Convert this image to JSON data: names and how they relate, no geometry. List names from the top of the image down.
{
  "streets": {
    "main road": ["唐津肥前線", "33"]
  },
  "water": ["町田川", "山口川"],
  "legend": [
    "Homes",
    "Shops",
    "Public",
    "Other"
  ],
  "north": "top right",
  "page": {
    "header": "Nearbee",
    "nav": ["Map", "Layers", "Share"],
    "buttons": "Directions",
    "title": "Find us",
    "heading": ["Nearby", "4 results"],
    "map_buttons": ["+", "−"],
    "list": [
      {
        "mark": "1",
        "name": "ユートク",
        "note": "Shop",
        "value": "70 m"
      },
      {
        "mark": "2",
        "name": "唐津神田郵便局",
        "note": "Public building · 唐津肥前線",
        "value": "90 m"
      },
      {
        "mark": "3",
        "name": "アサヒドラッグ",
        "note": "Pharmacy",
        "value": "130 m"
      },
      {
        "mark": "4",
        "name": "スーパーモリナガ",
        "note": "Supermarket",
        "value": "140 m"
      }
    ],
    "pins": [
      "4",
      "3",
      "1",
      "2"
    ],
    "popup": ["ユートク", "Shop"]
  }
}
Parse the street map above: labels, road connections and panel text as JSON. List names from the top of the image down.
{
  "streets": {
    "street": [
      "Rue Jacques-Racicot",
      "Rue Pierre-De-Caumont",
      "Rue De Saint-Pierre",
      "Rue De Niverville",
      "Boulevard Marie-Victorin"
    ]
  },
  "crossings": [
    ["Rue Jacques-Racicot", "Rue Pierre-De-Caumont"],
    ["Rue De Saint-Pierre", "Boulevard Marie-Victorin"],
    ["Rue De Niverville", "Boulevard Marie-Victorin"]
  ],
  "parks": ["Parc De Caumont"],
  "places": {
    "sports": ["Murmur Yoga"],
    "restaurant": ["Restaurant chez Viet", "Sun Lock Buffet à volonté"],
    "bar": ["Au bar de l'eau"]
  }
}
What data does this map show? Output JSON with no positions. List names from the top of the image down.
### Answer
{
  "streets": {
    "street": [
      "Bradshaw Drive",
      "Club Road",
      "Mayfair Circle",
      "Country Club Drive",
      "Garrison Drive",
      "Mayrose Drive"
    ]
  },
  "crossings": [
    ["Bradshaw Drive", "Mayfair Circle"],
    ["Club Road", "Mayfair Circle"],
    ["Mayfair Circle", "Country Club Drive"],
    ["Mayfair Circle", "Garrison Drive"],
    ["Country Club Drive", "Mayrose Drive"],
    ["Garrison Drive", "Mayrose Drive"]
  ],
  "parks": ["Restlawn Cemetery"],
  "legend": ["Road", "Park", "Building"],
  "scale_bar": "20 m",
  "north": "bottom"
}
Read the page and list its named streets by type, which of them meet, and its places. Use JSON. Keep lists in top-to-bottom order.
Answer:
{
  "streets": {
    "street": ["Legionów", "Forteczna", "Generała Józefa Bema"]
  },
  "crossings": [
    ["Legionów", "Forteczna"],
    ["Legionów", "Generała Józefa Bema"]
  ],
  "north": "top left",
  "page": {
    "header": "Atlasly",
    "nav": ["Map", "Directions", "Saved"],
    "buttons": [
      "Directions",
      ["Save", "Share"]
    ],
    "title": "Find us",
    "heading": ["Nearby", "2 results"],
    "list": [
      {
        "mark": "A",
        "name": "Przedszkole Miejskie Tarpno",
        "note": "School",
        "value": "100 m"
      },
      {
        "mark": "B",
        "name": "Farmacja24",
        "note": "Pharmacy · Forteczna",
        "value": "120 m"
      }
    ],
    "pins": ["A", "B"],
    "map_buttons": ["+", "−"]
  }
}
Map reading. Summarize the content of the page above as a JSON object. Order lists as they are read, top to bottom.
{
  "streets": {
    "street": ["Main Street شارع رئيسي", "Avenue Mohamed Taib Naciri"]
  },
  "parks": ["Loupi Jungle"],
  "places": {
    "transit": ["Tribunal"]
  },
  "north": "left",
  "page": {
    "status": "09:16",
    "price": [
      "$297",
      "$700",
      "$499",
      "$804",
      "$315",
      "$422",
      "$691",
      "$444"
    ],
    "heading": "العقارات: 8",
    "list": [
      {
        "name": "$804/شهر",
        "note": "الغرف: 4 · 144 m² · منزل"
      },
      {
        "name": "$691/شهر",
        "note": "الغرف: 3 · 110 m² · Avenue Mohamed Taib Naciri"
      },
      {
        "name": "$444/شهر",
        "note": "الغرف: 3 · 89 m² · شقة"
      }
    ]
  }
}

---*---

EXERCISE DETAILS:
Each entry should be retyped exactly as given.

OUTPUT:
Convert this image to JSON data: names and how they relate, no geometry. List names from the top of the image down.
{
  "streets": {
    "main road": ["唐津肥前線", "33"]
  },
  "water": ["町田川", "山口川"],
  "legend": [
    "Homes",
    "Shops",
    "Public",
    "Other"
  ],
  "north": "top right",
  "page": {
    "header": "Nearbee",
    "nav": ["Map", "Layers", "Share"],
    "buttons": "Directions",
    "title": "Find us",
    "heading": ["Nearby", "4 results"],
    "map_buttons": ["+", "−"],
    "list": [
      {
        "mark": "1",
        "name": "ユートク",
        "note": "Shop",
        "value": "70 m"
      },
      {
        "mark": "2",
        "name": "唐津神田郵便局",
        "note": "Public building · 唐津肥前線",
        "value": "90 m"
      },
      {
        "mark": "3",
        "name": "アサヒドラッグ",
        "note": "Pharmacy",
        "value": "130 m"
      },
      {
        "mark": "4",
        "name": "スーパーモリナガ",
        "note": "Supermarket",
        "value": "140 m"
      }
    ],
    "pins": [
      "4",
      "3",
      "1",
      "2"
    ],
    "popup": ["ユートク", "Shop"]
  }
}
Parse the street map above: labels, road connections and panel text as JSON. List names from the top of the image down.
{
  "streets": {
    "street": [
      "Rue Jacques-Racicot",
      "Rue Pierre-De-Caumont",
      "Rue De Saint-Pierre",
      "Rue De Niverville",
      "Boulevard Marie-Victorin"
    ]
  },
  "crossings": [
    ["Rue Jacques-Racicot", "Rue Pierre-De-Caumont"],
    ["Rue De Saint-Pierre", "Boulevard Marie-Victorin"],
    ["Rue De Niverville", "Boulevard Marie-Victorin"]
  ],
  "parks": ["Parc De Caumont"],
  "places": {
    "sports": ["Murmur Yoga"],
    "restaurant": ["Restaurant chez Viet", "Sun Lock Buffet à volonté"],
    "bar": ["Au bar de l'eau"]
  }
}
What data does this map show? Output JSON with no positions. List names from the top of the image down.
### Answer
{
  "streets": {
    "street": [
      "Bradshaw Drive",
      "Club Road",
      "Mayfair Circle",
      "Country Club Drive",
      "Garrison Drive",
      "Mayrose Drive"
    ]
  },
  "crossings": [
    ["Bradshaw Drive", "Mayfair Circle"],
    ["Club Road", "Mayfair Circle"],
    ["Mayfair Circle", "Country Club Drive"],
    ["Mayfair Circle", "Garrison Drive"],
    ["Country Club Drive", "Mayrose Drive"],
    ["Garrison Drive", "Mayrose Drive"]
  ],
  "parks": ["Restlawn Cemetery"],
  "legend": ["Road", "Park", "Building"],
  "scale_bar": "20 m",
  "north": "bottom"
}
Read the page and list its named streets by type, which of them meet, and its places. Use JSON. Keep lists in top-to-bottom order.
Answer:
{
  "streets": {
    "street": ["Legionów", "Forteczna", "Generała Józefa Bema"]
  },
  "crossings": [
    ["Legionów", "Forteczna"],
    ["Legionów", "Generała Józefa Bema"]
  ],
  "north": "top left",
  "page": {
    "header": "Atlasly",
    "nav": ["Map", "Directions", "Saved"],
    "buttons": [
      "Directions",
      ["Save", "Share"]
    ],
    "title": "Find us",
    "heading": ["Nearby", "2 results"],
    "list": [
      {
        "mark": "A",
        "name": "Przedszkole Miejskie Tarpno",
        "note": "School",
        "value": "100 m"
      },
      {
        "mark": "B",
        "name": "Farmacja24",
        "note": "Pharmacy · Forteczna",
        "value": "120 m"
      }
    ],
    "pins": ["A", "B"],
    "map_buttons": ["+", "−"]
  }
}
Map reading. Summarize the content of the page above as a JSON object. Order lists as they are read, top to bottom.
{
  "streets": {
    "street": ["Main Street شارع رئيسي", "Avenue Mohamed Taib Naciri"]
  },
  "parks": ["Loupi Jungle"],
  "places": {
    "transit": ["Tribunal"]
  },
  "north": "left",
  "page": {
    "status": "09:16",
    "price": [
      "$297",
      "$700",
      "$499",
      "$804",
      "$315",
      "$422",
      "$691",
      "$444"
    ],
    "heading": "العقارات: 8",
    "list": [
      {
        "name": "$804/شهر",
        "note": "الغرف: 4 · 144 m² · منزل"
      },
      {
        "name": "$691/شهر",
        "note": "الغرف: 3 · 110 m² · Avenue Mohamed Taib Naciri"
      },
      {
        "name": "$444/شهر",
        "note": "الغرف: 3 · 89 m² · شقة"
      }
    ]
  }
}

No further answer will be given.